- [Task item] Reproduce the full listing that follows, matching it exactly.

--- Dataset extract ---

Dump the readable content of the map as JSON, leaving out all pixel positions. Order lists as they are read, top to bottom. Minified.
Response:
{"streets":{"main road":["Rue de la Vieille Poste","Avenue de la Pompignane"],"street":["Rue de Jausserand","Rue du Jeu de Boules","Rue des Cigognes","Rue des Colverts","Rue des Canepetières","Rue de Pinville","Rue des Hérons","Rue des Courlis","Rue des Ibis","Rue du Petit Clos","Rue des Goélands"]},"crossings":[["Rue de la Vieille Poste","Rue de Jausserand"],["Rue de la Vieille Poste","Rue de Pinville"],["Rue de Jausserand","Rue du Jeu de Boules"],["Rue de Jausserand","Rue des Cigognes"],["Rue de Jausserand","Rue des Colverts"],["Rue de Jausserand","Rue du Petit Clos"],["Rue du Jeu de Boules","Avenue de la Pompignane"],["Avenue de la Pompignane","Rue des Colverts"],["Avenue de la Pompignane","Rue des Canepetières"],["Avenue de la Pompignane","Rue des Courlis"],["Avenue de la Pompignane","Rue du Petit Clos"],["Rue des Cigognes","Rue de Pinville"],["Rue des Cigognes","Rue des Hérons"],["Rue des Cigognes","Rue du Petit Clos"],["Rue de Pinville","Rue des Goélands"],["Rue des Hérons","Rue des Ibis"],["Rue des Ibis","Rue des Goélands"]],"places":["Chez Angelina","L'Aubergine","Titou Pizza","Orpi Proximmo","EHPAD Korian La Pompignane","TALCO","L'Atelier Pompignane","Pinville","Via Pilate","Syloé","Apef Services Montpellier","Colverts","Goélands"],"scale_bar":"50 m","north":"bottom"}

---

- [Exercise response]
Dump the readable content of the map as JSON, leaving out all pixel positions. Order lists as they are read, top to bottom. Minified.
Response:
{"streets":{"main road":["Rue de la Vieille Poste","Avenue de la Pompignane"],"street":["Rue de Jausserand","Rue du Jeu de Boules","Rue des Cigognes","Rue des Colverts","Rue des Canepetières","Rue de Pinville","Rue des Hérons","Rue des Courlis","Rue des Ibis","Rue du Petit Clos","Rue des Goélands"]},"crossings":[["Rue de la Vieille Poste","Rue de Jausserand"],["Rue de la Vieille Poste","Rue de Pinville"],["Rue de Jausserand","Rue du Jeu de Boules"],["Rue de Jausserand","Rue des Cigognes"],["Rue de Jausserand","Rue des Colverts"],["Rue de Jausserand","Rue du Petit Clos"],["Rue du Jeu de Boules","Avenue de la Pompignane"],["Avenue de la Pompignane","Rue des Colverts"],["Avenue de la Pompignane","Rue des Canepetières"],["Avenue de la Pompignane","Rue des Courlis"],["Avenue de la Pompignane","Rue du Petit Clos"],["Rue des Cigognes","Rue de Pinville"],["Rue des Cigognes","Rue des Hérons"],["Rue des Cigognes","Rue du Petit Clos"],["Rue de Pinville","Rue des Goélands"],["Rue des Hérons","Rue des Ibis"],["Rue des Ibis","Rue des Goélands"]],"places":["Chez Angelina","L'Aubergine","Titou Pizza","Orpi Proximmo","EHPAD Korian La Pompignane","TALCO","L'Atelier Pompignane","Pinville","Via Pilate","Syloé","Apef Services Montpellier","Colverts","Goélands"],"scale_bar":"50 m","north":"bottom"}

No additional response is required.